[Task prompt]:
Search the entries for the word "fabs" and pull out each line that has it.

[Source information]:
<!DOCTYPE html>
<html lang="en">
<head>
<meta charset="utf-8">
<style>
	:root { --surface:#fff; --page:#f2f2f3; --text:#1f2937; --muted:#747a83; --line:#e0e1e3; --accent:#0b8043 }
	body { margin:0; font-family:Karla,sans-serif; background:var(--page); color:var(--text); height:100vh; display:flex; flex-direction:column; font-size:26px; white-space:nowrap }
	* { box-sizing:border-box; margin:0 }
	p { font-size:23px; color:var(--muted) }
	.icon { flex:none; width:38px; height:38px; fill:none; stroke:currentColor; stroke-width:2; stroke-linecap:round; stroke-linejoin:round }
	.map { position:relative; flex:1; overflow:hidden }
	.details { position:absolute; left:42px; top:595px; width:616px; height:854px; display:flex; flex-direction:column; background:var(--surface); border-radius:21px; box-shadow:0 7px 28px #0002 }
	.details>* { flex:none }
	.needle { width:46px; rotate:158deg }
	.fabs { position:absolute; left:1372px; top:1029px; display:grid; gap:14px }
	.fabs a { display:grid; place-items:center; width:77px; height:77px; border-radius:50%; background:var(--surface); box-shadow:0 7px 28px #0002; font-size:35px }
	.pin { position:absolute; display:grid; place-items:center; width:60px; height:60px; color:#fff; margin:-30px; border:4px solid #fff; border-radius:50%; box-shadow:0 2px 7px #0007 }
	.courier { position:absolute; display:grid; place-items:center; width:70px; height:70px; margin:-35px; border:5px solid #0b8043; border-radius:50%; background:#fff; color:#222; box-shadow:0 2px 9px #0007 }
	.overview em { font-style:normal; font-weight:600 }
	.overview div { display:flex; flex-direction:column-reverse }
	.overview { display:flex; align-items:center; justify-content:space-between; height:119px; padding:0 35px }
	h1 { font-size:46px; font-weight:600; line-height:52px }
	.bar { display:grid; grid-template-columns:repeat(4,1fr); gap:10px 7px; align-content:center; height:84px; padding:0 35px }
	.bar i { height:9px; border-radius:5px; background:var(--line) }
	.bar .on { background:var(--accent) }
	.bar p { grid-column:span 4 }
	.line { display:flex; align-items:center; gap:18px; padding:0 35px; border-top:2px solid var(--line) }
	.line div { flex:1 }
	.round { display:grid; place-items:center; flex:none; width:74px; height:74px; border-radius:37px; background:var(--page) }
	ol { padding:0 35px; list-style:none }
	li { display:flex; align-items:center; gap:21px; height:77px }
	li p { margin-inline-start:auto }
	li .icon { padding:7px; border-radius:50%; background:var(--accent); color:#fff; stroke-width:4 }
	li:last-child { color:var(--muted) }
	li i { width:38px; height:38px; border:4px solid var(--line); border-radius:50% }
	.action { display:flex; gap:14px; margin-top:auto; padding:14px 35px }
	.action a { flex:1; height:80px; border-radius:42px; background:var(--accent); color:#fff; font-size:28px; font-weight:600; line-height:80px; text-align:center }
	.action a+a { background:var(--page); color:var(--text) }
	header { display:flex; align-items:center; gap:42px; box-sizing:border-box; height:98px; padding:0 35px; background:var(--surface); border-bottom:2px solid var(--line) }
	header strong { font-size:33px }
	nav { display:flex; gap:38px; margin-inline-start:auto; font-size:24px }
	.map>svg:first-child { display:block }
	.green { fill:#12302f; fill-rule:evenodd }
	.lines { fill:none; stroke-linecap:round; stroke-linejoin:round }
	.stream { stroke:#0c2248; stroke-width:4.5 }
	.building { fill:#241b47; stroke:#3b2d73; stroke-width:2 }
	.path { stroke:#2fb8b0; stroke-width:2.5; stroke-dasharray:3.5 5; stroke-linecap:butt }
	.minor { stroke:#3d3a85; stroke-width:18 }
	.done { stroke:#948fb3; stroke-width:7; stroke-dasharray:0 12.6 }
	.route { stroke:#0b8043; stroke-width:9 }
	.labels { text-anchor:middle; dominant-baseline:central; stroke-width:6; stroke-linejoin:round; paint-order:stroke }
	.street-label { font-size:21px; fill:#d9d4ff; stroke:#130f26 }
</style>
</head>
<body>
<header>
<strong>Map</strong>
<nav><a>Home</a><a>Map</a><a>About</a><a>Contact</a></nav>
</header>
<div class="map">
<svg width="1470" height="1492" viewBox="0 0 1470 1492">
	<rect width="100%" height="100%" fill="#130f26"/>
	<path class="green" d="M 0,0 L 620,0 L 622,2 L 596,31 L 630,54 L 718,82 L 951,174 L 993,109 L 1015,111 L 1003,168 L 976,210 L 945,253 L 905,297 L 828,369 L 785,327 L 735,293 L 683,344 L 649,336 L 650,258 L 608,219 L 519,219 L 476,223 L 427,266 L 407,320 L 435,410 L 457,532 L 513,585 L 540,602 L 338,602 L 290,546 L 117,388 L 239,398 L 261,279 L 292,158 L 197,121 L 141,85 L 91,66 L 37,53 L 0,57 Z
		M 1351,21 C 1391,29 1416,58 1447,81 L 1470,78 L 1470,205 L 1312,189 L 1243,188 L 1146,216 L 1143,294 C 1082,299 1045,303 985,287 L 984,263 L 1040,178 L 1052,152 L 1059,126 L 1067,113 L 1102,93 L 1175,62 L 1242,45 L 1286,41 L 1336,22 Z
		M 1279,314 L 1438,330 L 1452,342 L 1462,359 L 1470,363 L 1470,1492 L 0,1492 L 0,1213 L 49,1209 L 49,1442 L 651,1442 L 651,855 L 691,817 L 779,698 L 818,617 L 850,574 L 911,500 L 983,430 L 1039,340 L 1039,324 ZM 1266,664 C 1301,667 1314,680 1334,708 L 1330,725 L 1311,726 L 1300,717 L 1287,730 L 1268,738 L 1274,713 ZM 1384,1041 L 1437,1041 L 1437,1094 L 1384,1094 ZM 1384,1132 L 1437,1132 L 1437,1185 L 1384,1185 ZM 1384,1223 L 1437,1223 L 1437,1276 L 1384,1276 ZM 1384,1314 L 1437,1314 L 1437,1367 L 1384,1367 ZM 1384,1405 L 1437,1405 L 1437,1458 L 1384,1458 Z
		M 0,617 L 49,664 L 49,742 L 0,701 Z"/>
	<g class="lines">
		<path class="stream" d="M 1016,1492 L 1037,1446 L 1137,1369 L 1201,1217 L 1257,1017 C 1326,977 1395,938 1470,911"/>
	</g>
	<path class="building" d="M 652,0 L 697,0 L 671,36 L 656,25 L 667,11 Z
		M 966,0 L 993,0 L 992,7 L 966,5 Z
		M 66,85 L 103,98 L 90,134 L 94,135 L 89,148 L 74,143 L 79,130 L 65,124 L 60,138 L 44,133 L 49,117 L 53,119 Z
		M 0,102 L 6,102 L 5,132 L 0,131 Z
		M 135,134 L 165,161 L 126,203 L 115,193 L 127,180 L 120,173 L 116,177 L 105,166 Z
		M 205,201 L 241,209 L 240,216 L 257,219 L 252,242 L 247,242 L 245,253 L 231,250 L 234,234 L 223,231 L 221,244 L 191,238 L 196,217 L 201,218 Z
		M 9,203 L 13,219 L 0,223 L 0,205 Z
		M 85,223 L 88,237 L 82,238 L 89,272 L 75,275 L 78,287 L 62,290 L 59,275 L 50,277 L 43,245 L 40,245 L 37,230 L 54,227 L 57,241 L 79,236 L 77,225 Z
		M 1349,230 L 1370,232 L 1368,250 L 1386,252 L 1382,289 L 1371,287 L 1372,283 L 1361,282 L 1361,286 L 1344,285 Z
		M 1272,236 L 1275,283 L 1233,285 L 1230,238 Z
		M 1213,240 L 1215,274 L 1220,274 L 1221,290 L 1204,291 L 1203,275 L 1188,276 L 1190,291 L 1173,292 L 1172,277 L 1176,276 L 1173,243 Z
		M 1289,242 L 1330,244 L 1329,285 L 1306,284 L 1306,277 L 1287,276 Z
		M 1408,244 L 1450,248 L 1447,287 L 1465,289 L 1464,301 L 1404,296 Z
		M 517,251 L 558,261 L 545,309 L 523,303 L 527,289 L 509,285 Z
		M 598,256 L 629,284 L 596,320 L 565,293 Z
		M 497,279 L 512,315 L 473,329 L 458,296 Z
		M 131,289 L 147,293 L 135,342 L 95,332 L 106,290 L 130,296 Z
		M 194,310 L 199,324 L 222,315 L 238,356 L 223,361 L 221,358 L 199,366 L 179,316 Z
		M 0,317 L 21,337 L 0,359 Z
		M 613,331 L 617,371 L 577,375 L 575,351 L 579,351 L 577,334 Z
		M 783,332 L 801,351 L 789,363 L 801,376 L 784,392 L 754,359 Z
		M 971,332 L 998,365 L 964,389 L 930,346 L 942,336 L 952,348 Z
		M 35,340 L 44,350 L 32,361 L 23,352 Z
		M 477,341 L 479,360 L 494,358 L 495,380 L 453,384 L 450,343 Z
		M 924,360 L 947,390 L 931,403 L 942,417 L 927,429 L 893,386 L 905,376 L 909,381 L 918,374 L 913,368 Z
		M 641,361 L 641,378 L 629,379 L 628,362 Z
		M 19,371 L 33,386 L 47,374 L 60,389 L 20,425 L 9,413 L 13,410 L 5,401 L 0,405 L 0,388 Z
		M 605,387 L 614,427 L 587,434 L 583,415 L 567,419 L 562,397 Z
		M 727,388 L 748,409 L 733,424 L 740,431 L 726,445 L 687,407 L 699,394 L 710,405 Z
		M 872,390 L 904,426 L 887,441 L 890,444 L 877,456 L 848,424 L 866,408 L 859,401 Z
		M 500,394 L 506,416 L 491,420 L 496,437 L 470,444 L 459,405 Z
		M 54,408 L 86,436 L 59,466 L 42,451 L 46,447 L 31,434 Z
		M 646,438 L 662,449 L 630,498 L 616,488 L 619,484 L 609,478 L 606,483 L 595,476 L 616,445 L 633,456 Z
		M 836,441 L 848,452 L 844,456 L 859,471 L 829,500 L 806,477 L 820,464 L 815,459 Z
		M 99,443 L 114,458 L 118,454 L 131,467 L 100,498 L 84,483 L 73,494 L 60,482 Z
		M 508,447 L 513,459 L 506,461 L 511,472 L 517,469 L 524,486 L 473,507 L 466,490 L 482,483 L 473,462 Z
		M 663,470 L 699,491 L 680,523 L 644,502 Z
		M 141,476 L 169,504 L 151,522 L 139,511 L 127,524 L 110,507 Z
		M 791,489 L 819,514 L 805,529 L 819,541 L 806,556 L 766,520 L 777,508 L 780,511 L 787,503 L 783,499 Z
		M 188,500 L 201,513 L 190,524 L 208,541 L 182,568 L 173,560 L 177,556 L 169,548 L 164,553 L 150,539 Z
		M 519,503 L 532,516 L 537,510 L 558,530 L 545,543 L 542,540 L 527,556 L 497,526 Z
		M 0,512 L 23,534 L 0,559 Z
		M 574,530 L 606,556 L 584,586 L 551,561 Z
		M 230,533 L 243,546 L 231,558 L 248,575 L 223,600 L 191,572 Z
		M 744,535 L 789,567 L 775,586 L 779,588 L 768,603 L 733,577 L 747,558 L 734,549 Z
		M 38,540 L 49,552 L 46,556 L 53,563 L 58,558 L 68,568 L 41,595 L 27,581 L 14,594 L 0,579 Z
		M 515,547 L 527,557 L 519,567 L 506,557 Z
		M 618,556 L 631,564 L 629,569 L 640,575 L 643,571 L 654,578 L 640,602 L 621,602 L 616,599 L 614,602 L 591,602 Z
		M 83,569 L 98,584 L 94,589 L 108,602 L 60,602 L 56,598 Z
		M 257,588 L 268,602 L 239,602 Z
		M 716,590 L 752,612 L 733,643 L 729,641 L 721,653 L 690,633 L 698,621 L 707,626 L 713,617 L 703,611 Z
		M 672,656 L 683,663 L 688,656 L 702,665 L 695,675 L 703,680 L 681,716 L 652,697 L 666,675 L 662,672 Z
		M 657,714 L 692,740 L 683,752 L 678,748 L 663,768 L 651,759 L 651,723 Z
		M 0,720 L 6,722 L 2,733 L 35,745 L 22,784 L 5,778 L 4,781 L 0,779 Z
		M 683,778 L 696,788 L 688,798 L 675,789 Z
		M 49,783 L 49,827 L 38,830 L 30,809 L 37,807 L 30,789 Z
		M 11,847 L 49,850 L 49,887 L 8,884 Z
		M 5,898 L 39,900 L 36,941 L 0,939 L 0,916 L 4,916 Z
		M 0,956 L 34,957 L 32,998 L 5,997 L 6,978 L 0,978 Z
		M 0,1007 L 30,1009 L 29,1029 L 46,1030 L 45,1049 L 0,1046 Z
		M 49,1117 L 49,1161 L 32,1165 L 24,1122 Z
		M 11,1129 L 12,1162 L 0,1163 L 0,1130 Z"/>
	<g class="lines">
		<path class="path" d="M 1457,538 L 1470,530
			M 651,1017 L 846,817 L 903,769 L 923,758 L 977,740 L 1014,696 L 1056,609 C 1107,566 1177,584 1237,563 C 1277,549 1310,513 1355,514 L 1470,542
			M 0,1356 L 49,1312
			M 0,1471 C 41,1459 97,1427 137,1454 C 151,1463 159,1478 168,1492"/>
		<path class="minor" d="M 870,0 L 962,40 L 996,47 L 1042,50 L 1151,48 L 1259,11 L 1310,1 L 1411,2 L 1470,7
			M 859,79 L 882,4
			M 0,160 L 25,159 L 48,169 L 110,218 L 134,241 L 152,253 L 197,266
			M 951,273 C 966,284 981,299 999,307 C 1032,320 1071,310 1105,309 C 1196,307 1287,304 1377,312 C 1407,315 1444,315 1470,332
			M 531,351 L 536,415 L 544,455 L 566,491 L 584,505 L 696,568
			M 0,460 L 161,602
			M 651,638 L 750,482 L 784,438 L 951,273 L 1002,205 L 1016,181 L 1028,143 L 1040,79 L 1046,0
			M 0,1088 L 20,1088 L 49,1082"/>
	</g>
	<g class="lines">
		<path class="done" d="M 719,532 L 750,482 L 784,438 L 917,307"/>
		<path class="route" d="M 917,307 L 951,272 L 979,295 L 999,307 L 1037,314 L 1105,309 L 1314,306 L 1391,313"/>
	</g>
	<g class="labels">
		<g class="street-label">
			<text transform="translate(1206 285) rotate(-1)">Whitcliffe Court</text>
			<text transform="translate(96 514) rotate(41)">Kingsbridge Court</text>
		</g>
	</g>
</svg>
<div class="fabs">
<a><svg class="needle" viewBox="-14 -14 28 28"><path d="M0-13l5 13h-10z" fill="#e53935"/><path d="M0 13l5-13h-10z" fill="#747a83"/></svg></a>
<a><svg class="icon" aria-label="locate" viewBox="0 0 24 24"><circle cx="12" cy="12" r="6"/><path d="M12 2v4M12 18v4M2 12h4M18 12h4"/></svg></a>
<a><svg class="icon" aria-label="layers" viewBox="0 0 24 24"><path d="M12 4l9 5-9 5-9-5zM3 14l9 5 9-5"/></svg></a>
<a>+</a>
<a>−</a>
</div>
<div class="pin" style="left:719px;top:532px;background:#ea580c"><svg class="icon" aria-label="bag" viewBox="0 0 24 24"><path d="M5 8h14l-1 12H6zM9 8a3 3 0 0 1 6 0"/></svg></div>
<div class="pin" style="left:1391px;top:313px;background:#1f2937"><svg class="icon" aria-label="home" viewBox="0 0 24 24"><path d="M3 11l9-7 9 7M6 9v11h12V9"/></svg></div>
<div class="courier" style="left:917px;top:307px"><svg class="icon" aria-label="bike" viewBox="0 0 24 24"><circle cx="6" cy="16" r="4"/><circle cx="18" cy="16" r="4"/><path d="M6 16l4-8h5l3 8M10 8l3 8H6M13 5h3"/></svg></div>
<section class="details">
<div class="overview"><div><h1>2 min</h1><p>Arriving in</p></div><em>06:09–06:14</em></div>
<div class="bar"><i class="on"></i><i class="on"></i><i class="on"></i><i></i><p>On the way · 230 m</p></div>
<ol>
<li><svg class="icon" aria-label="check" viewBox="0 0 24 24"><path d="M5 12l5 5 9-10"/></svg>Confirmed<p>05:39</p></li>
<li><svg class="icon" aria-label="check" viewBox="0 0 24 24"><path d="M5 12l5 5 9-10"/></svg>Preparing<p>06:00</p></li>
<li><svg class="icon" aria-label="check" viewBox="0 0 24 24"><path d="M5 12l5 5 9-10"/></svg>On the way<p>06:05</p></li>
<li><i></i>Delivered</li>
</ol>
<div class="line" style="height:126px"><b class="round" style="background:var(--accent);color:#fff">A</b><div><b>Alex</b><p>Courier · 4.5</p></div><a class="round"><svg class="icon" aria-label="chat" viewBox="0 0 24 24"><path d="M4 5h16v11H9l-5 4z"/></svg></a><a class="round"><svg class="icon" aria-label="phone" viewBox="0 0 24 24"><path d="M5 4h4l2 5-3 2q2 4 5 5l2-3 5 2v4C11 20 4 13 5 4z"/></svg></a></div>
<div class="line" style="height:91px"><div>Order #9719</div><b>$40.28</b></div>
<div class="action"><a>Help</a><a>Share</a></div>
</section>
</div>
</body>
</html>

[Your response]:
	.fabs { position:absolute; left:1372px; top:1029px; display:grid; gap:14px }
	.fabs a { display:grid; place-items:center; width:77px; height:77px; border-radius:50%; background:var(--surface); box-shadow:0 7px 28px #0002; font-size:35px }
<div class="fabs">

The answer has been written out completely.